Durante as cerca de oito horas de votação, o Brasil esteve nas notícias mais importantes (“breaking news”) de centenas de canais de televisão, jornais, rádios e sites de todo o mundo.

E, durante todo este tempo, jornalistas enfrentavam em diferentes sotaques o desafio de explicar o emaranhado de relações de poder e alianças no Congresso brasileiro e a construção de um discurso conservador e autoritário, no caminho que levou à abertura de processo para julgamento de um possível impeachment da presidenta Dilma Rousseff.

Entre os veículos de comunicação que adotaram uma linha mais crítica e apostaram na apuração jornalística própria, especialmente com correspondentes enviados ao Brasil ou até mesmo a partir de escritórios instalados no País, os obstáculos não eram menores.

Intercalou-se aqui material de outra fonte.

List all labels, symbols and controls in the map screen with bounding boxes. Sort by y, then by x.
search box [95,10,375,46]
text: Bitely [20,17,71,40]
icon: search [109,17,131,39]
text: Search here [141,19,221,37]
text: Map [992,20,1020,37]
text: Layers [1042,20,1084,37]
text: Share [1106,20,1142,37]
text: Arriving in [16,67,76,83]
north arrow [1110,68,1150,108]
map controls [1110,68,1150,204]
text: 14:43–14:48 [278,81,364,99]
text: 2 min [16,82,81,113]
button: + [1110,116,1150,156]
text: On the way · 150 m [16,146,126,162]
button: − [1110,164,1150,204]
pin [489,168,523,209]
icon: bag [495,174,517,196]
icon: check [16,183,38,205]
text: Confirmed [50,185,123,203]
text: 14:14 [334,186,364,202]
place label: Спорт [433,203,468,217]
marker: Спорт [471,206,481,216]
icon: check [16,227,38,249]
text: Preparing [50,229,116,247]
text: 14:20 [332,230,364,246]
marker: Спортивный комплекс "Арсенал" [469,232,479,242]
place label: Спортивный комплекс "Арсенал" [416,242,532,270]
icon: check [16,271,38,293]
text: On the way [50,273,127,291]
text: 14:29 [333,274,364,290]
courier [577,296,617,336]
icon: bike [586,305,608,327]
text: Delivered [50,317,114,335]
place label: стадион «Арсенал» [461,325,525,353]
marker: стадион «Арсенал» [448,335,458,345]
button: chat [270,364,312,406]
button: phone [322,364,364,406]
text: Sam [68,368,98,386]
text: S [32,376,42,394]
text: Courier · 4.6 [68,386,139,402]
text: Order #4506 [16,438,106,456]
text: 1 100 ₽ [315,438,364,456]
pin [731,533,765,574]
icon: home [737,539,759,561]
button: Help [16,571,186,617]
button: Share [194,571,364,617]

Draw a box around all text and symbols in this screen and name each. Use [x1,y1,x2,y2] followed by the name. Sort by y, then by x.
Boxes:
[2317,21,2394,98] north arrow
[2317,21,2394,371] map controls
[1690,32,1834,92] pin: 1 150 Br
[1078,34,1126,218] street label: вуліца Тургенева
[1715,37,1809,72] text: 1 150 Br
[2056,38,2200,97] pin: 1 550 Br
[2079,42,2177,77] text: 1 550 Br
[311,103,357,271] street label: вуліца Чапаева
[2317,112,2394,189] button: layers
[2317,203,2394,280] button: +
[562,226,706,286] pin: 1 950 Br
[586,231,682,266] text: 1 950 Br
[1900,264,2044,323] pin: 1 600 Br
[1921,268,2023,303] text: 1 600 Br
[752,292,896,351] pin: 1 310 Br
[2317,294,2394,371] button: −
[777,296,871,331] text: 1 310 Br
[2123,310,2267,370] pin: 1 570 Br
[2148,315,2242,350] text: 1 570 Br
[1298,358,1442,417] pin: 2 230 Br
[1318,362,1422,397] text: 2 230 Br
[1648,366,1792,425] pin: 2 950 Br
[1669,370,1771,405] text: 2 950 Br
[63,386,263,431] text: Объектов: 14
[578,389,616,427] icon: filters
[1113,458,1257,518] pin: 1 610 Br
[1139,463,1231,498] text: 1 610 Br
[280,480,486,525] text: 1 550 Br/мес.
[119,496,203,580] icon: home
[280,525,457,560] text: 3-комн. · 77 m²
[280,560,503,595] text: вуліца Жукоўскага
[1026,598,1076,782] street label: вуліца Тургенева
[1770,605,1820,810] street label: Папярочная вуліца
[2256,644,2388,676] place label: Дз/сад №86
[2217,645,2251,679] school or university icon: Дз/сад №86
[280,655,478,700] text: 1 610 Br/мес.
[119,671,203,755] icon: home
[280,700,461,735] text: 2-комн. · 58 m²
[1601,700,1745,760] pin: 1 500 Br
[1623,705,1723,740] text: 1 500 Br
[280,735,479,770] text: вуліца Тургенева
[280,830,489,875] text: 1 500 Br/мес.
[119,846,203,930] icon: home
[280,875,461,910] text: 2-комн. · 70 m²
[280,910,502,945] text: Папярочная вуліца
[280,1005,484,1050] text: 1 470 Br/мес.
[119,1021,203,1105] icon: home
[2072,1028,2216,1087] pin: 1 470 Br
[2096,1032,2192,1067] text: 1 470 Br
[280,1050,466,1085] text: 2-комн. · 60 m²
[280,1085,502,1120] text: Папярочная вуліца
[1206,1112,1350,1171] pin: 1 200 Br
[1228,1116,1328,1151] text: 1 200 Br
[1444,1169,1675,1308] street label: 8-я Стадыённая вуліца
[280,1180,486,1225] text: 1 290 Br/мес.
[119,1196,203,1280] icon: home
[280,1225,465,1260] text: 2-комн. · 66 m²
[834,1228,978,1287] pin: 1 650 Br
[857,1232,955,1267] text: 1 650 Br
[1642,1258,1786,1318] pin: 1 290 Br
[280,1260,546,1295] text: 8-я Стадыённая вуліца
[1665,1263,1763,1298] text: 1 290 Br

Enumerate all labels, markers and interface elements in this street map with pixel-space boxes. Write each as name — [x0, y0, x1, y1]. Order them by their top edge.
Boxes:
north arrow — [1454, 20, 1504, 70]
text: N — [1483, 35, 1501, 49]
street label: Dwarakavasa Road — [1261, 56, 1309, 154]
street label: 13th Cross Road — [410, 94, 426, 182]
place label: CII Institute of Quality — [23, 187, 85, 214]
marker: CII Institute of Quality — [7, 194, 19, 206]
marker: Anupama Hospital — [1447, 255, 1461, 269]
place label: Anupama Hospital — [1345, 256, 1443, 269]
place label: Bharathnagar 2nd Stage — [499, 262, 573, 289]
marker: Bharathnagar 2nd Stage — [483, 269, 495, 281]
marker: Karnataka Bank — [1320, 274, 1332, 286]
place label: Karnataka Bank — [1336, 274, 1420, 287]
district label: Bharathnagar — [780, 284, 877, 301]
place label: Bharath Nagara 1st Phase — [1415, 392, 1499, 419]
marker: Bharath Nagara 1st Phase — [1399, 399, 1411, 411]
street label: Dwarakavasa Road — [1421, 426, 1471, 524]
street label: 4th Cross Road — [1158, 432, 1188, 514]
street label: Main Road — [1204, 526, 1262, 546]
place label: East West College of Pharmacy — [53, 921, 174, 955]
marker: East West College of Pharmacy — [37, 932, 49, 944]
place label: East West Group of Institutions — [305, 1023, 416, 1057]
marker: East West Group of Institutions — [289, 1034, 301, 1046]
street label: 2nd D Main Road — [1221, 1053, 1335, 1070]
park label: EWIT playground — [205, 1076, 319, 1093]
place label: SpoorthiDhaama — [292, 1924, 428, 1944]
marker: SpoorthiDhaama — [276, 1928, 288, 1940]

Afinal, imagine o desafio de explicar que vários dos parlamentares que tinham direito ao voto naquele momento figuravam na lista da operação Lava Jato sob graves acusações de corrupção, incluindo o presidente da Casa.

Se a tarefa de esclarecer a situação é árdua entre brasileiros, imagine o fardo de quem precisa fazer isso para pessoas que não estão sequer familiarizadas com o contexto político do País, apresentando a biografia extensa desses parlamentares que ali vociferavam contra a “corrupção”.

Some a isso a necessidade de traduzir, além de centenas de dedicatórias a filhos e esposas, declarações como a do deputado Jair Bolsonaro (PSC-RJ), que homenageou Brilhante Ustra, primeiro militar reconhecido pela Justiça Brasileira como torturador.

Em meio às dificuldades – e também às facilidades, é bom lembrar – impostas pelo distanciamento, a cobertura internacional de um dos principais momentos na história recente brasileira marcou grandes diferenças em relação ao que figurou na mídia tradicional nacional. E, acima de tudo, marcou uma virada.

Onde, apenas um mês atrás, veículos descreviam os protestos nas ruas com um certo glamour de luta contra a corrupção, os espaços de questionamento cresceram. Veio à tona o fato de que os motivos para a abertura de um processo de impeachment são, no melhor dos casos, duvidosos, assim como a credibilidade e idoneidade dos deputados que estavam à frente do processo.

A narrativa na imprensa internacional

Enquanto a imprensa brasileira seguiu retratando a votação do impeachment como um jogo de futebol, ficou a cargo da mídia internacional o chamado a reflexões e à garantia de princípios jornalísticos de apuração.

Ganharam espaço detalhamentos sobre o processo da votação em si, o que aconteceria daqui para frente e o fato de que a crise política não se encerraria na votação, independentemente do resultado.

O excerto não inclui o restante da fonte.